Today, there are only several Saarloos wolfhound breeders in Europe, and even less in the USA. The breed itself is not generally known. These hybrids are large, have wolf-like heads and movements, and are very strong. Like their cousins wolves, they are highly intelligent and they cannot bark. They howl and snarl.
However, breeders don't recommend them for inexperienced dog owners. Owners are usually recommended to take at least two Saarloos wolfhounds, as to create a pack. Also, this hybrid is similar to the wolf in one more aspect: if isolated, it becomes anti-social and dangerous.

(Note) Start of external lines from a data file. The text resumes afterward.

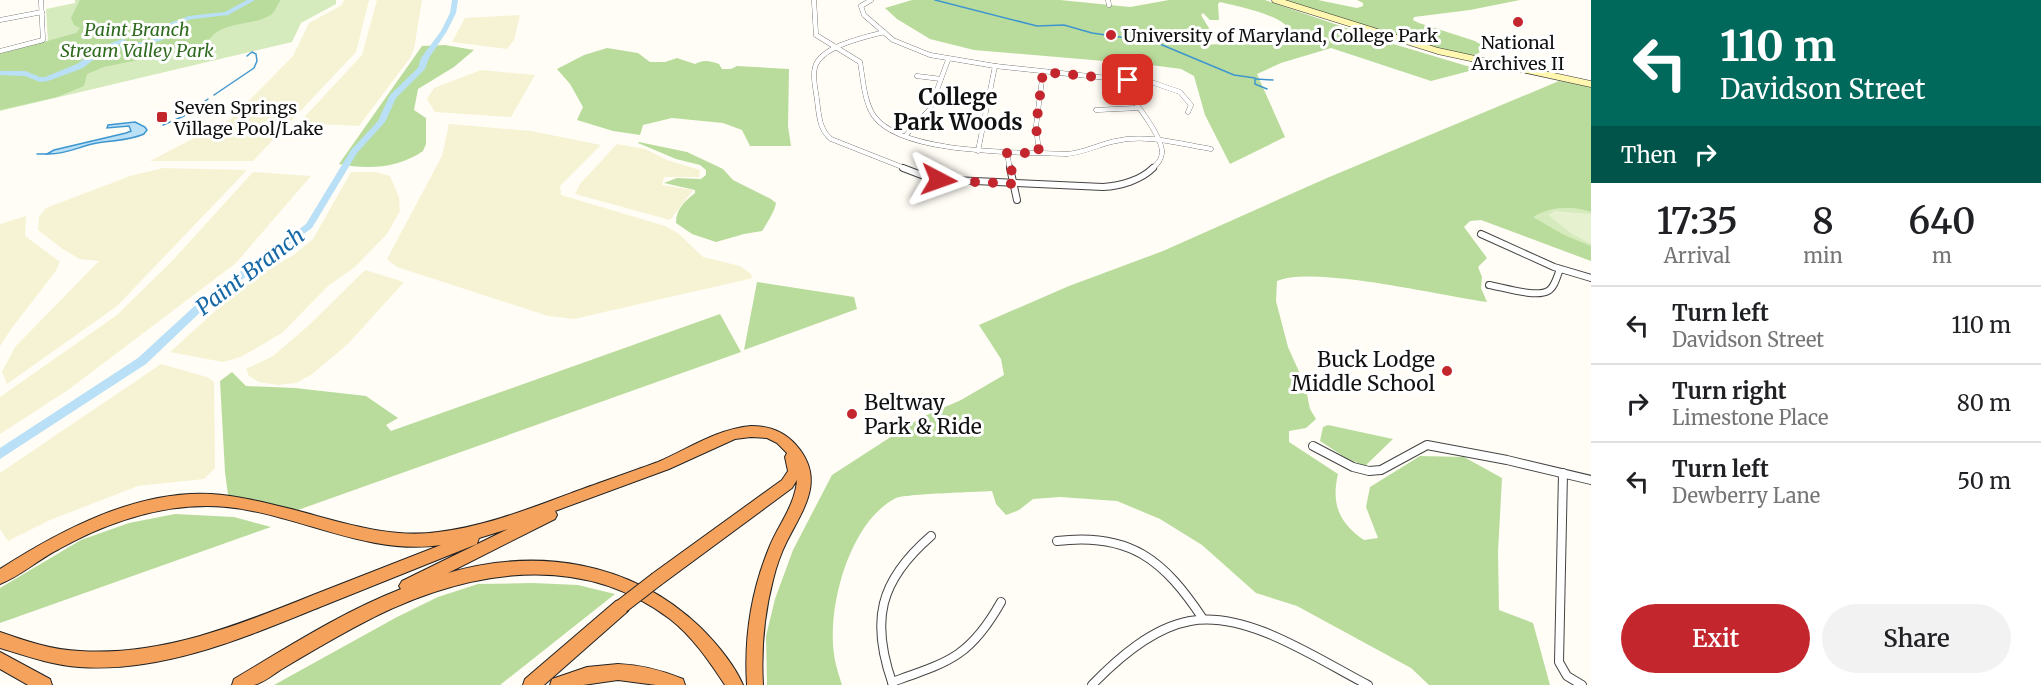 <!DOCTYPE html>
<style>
body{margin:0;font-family:Merriweather,serif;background:#f2f2f2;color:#202124;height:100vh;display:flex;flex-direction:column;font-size:22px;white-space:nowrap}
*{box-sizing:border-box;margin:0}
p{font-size:20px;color:#757577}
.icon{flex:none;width:33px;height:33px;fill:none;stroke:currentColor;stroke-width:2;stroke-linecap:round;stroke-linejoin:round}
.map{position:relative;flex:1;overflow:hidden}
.side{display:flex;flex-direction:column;background:#fff;width:450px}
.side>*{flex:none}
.banner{background:#00695c;color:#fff;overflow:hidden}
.pin{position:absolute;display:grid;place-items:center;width:51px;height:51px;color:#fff;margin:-26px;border-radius:12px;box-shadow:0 3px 9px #0006}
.me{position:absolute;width:66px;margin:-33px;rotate:94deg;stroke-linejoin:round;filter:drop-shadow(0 0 4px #0008)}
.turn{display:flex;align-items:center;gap:21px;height:126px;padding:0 30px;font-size:27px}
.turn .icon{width:78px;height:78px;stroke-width:2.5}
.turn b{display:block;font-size:42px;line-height:51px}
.then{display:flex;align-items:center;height:57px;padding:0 30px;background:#0003;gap:12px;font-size:22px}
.eta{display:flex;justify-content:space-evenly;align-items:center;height:102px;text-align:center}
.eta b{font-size:36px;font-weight:600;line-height:42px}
.button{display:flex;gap:12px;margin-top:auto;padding:12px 30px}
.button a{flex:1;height:69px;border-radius:36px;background:#c4262e;color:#fff;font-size:24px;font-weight:600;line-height:69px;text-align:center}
.button a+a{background:#f2f2f2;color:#202124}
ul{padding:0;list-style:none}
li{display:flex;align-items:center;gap:18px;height:78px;padding:0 30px;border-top:2px solid #e0e0e0}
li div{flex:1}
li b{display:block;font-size:22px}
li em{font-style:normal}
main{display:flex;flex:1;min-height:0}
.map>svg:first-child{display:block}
.farmland{fill:#f6f3d4}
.green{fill:#d5ebbd}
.forest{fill:#b9dc9c;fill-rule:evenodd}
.pitch{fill:#e6f2cf}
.water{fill:#b9e0f7;stroke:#3f96cf;stroke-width:1.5}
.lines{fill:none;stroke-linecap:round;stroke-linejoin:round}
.stream{stroke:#3f96cf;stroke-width:1.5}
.river{fill:#b9e0f7;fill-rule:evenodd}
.street-far2-casing{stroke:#444;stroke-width:5}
.street-far1-casing{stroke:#444;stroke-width:8}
.street-casing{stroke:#444;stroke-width:10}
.secondary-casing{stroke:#333;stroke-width:7}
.highway-casing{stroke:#222;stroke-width:2}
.street-far2{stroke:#fff;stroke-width:4.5}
.street-far1{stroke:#fff;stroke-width:6}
.street{stroke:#fff;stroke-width:8}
.secondary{stroke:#fff6b0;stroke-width:6}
.highway{fill:#f5a25d;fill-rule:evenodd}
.highway-bridge-casing{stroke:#222;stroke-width:16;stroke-linecap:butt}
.highway-bridge{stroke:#f5a25d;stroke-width:14}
.route{stroke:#c4262e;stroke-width:10;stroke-dasharray:0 18}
.poi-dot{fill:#c4262e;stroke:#fff;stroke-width:2}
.labels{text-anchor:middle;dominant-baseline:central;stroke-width:6;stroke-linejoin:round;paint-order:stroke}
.far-park-label{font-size:18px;font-style:italic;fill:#2f6b1f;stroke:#fff}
.far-poi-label{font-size:18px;fill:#111;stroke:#fff;text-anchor:start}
.poi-label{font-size:21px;fill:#111;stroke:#fff;text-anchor:end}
.far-district-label{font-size:22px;font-weight:bold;fill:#111;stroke:#fff}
.water-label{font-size:22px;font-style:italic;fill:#1768a6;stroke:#fff}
</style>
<main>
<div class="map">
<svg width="1591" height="685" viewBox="0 0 1591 685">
<rect width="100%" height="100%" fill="#fffdf5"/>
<g class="farmland">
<path d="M344,0H369L356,52L253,161H150L231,119L293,56L309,23L342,5Z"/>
<path d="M377,0H422L414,49L410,58L359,126L299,123L362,55Z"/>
<path d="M520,15L514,40L507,49L452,42L465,18Z"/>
<path d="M481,70L535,75L511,117L435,112L427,99L434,88Z"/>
<path d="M449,124L531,131L601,145L560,186L561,195L665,226L678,233L703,257L740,266L750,273L753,278L574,319L548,316L397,267L387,259L442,156Z"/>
<path d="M617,144L645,149L667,160L700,170L699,177H664L662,185L693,190L670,220L575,194L580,184Z"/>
<path d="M163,168L247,170L117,306L7,384L2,372L15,347L99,261L80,259L64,250L38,230L39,217L46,208L130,176Z"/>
<path d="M253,172L311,176L236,263L68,390L0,434V397L117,315L173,260Z"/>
<path d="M351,172H375L390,176L399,197L400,211L387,234L355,267L328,286L282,333L241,357L223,362L170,352L234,294L261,274L295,254L313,239Z"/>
<path d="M26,216L25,236L60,262L55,272L11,329L0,346V224Z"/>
<path d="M365,270L404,282L348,344L311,375L296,383L278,385L259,382L249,376L246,369L273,356L308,326Z"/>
<path d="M161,364L207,377L214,382L215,468L204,479L138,486L50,520L8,541L0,529V473Z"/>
</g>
<g class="green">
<path d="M75,0H336V4L301,23L292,42L0,111V52L48,42L46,9L75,3Z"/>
<path d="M1551,201L1591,207V261L1508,229Z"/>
</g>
<g class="forest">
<path d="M80,0H281C277,4 276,11 271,15C249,28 217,19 206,46L104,67L87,74L84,86L57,97L0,110V54L76,33L80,28L74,25L71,18Z"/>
<path d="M912,0H1060L1130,7L1169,0H1265L1390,43L1477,69L1431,81L1331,48L1281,63L1257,74L1285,137L1230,164L1205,115L1194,76L1181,69L1151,65L974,50L930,39L897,19L885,8ZM1220,2C1239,7 1287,15 1293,35C1282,40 1269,36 1258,43L1193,45L1187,28L1195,31L1210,30L1201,15L1203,13L1210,20H1219L1218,4Z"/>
<path d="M1282,0H1318L1357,8L1363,6V3L1357,0H1520L1470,10L1414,17L1413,20L1419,23L1475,41L1480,44L1481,51L1472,58L1431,47Z"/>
<path d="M445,45L474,50L454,67L418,89L414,110L426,118V144L423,151C399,168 368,170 339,164L422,46Z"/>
<path d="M607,48L638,53L650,62H665L677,58L695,64C703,59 711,61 719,64L722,69H731L737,66L789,69L788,126L791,146H750L742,130L723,123L672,118L643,125L640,135L613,131L577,120L583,107L570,84L557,69L584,55Z"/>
<path d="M1559,81L1591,87V212C1571,205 1550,207 1533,217L1564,235L1591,246V261L1481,220L1470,221L1464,227L1487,258L1478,267L1482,277L1481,288L1487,302C1443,296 1312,265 1277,281L1276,301L1288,347L1305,385L1310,409L1316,419L1306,428L1289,431V442L1338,474C1331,504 1339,523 1364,540L1378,538L1366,507L1370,487L1420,456L1464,457L1502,478L1498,552L1499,610L1533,623L1550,685H1429L1411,668L1297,606L1256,593L1202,545L1160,519L1117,501L1060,497L1033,499L1019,510L1006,515L996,504L992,491C977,492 904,494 896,498C850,521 827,606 834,654C835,664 839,675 842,685H767L766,636L775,599L793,550L832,475L920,418L961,400L1004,375L1001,359L979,325L1069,286L1163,251L1327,178Z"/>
<path d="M639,142L687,152L723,169L733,180L771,199L776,203C775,211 766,225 762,231L744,234L716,242L692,234L676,223C676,209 684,202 695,193V190L664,183L677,178L701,179L706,175V170L700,165L676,159L638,143Z"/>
<path d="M757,282L854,297L857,309L744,350Z"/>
<path d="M720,314L741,352L298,510L228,495L225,472L220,381L232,372L246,386L295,388L366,396L398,418L386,425L391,431Z"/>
<path d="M1328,425L1393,439L1365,466L1346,458L1320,441L1323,427Z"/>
<path d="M175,514L234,517L271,527L0,623V588L81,540L129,523Z"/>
<path d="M533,583L578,585L615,594L500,685H274L397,617L438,597L478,584Z"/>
</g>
<path class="pitch" d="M1555,211L1591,214V244L1572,234L1548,215Z"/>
<path class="water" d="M135,122L145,127L147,130L144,134C129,141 113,140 97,143C80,146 65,155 47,154L54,150L126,133L131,131L129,126L107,128L108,125Z"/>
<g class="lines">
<g class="stream">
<path d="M935,0L1037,26L1064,25L1092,33L1155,42L1234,75L1255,78V84L1267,89"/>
<path d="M1256,79L1273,80"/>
<path d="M214,95L254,68L257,61L256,54L252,52L247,56"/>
<path d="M163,125L184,116L208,99"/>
<path d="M37,154H47"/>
</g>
<g class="river">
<path d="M247,0H255L228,15L192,19L157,31L165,34L163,40L125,51L121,49L120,44L107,49L83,68L48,81L40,82L25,76L0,75V71H25L40,77H45L77,64L102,46L123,39L126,41V46L158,38V35L146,32L189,16L225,12Z"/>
<path d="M452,0H458L456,13L447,31L429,58L425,69L396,98L385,122L357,153L312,228L209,304L146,364L0,459V448L138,358L201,300L306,224L351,150L378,121L390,95L418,68L421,58L441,31L450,13Z"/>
</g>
<g class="street-far2-casing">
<g id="street-far2">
<path d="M814,0L816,35L860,62C863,78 864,102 874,116C902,155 1021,152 1066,154C1084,153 1099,144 1116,141C1146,134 1181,144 1211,149"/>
<path d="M871,0L861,6L864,15L893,40L930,55L995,66L1154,83L1180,92L1191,105L1188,112"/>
<path d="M1108,0L1109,5"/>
<path d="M0,20L42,12"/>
<path d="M884,32C865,37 821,46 815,67C812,78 816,90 817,100C819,115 819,129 831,139L907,169"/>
<path d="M0,51L43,40L41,0"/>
<path d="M1116,68L1118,79C1129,95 1163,135 1162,153C1161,161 1157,164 1152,169"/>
<path d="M917,76L941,79"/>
<path d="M1096,110L1138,108"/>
<path d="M906,135L930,109L948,60"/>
<path d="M978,151L995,66"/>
<path d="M1007,153L1010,169"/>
<path d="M1039,153L1036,126L1043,72"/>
</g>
</g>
<g class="street-far1-casing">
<g id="street-far1">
<path d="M903,168L932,179L1103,187C1121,186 1141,180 1153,168"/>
<path d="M1010,168L1017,200"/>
<path d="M1481,234L1554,267L1591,278"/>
<path d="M1489,285C1502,287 1536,298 1548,291C1555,287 1557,276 1560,269"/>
</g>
</g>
<g class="street-casing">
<g id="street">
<path d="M1313,446L1353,467L1369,471L1381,470L1427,445L1507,460L1591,480"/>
<path d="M1563,473L1559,662L1567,676L1582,685"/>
<path d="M1057,541C1130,532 1164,560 1203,619"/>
<path d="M892,682C949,662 970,657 1001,602"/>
<path d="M893,685C870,621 879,581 931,536"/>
<path d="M1092,685C1118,658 1152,628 1190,621C1247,610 1319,660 1368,685"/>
</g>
</g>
<g class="secondary-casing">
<path id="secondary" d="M1275,0L1438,51L1591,84"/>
</g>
<g class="highway-casing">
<g id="highway">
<path d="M751,426C768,426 784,431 796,445C826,479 804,508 787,541C781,553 776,567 773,580C764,615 761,650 763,685H747C744,638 751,592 769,548C778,525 795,506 797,480L792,488L662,584L657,586L652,584L649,579L652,574L782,480L788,471L785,457L787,453L777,443L767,438L751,437L735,439L669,469L555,511L557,515L555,519L448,573C537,547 631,561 700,627C716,643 734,664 743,685H725C709,661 693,637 670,619C573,545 451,574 353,628C329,641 305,655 282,669C274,674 263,683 254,685C248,685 239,685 232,685L234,679C288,647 342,612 401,589L399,586L402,581L508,529L479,538L477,544C426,564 376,585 325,605C248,636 165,673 79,667C52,665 26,656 0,648V632C26,641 52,650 80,651C161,656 239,625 313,595C356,578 398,562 441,545C360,557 286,506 207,506C155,506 104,524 59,549C39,559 21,576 0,584V569C61,530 136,490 211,494C240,496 267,503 295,510C341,522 390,539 438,532C487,526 531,508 577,491C604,481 631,472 658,462C688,449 717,429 751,426Z"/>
<path d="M622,599L628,601L630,606L628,611L544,685H523L525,679L616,601Z"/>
<path d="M0,652L50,679L52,685H28L0,669Z"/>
<path d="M618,664C642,665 661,670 683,679L685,685H656L618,680L583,685H550L552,679L587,667Z"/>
</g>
</g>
<use href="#street-far2" class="street-far2"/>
<use href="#street-far1" class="street-far1"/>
<use href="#street" class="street"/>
<use href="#secondary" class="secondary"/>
<use href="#highway" class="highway"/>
<g class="highway-bridge-casing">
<path id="highway-bridge" d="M622,606L657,579"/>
</g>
<use href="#highway-bridge" class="highway-bridge"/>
</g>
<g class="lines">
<path class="route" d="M939,180L1015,184L1007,153H1039L1036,126L1043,72L1128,80"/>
</g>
<g class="poi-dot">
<circle cx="1518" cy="22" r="6"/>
<circle cx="1111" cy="35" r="6"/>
<rect x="156" y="111" width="12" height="12" rx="3"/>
<circle cx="1447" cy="371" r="6"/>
<circle cx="852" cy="414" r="6"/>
</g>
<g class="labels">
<g class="far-park-label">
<text x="137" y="29">Paint Branch<tspan x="137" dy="21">Stream Valley Park</tspan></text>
</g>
<g class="far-poi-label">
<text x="1123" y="35">University of Maryland, College Park</text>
<text x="1518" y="42" text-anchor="middle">National<tspan x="1518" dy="21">Archives II</tspan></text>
<text x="174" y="107">Seven Springs<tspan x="174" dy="21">Village Pool/Lake</tspan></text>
</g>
<g class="poi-label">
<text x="1435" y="359">Buck Lodge<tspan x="1435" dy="24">Middle School</tspan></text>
<text x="864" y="402" text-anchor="start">Beltway<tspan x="864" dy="24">Park &amp; Ride</tspan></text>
</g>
<g class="far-district-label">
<text x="958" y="97">College<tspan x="958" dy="25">Park Woods</tspan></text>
</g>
<g class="water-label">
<text transform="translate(250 271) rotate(-37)">Paint Branch</text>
</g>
</g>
</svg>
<div class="pin" style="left:1128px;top:80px;background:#d93025"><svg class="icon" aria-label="arrive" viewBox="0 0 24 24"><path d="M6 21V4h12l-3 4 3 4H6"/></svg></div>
<svg class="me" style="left:939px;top:180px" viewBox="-20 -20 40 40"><path d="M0-17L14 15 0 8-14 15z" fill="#c4262e" stroke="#fff" stroke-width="4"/></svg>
</div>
<section class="side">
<div class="banner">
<div class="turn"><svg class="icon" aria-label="left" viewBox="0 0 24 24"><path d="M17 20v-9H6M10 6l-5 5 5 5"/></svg><div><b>110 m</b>Davidson Street</div></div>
<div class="then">Then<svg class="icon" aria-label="right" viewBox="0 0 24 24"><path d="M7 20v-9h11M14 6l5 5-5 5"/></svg></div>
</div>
<div class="eta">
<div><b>17:35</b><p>Arrival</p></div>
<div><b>8</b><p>min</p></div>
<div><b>640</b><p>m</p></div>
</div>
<ul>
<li><svg class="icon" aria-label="left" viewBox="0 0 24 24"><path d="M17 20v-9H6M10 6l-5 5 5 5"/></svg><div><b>Turn left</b><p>Davidson Street</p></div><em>110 m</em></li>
<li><svg class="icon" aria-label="right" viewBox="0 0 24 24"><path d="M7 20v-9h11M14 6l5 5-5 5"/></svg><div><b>Turn right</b><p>Limestone Place</p></div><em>80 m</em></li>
<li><svg class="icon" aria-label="left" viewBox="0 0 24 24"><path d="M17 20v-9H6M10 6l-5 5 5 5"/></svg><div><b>Turn left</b><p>Dewberry Lane</p></div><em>50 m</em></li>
</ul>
<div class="button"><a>Exit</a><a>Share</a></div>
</section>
</main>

Owners' examples tell us that the breed is social, faithful, and loyal, unless left alone or in charge of another person. Saarloos wolfhound owners take their pets to holidays with them and never leave them isolated, caged, or in boarding facilities.
Similar to Saarloos wolfhound is Czechoslovakian wolfdog (or Czech wolfdog). They differ in one thing only: Saarloos wolfhound is a crossbreed of German Shepherd Dog and Mackenzie Valley Wolf, and Czechoslovakian wolfdog – of German Shepherd Dog and Eurasian Wolf. Czechoslovakian wolfdog also has wolf-like head and build, is strong and intelligent, and pack-oriented. The breed became FCI standard in 1999.
Both breeds are of wolf-grey color, sometimes mixed with brown. There are far more Czechoslovakian wolfdog breeders. In the past, both hybrids were deemed dangerous, but not anymore – since all litters are the result of breeding among the dogs. It is believed that the crossbreed has 30% wolf characteristics and 70% dogs', but the wolf-percent decreases with generations, since wolf-dog mating isn't being practiced anymore.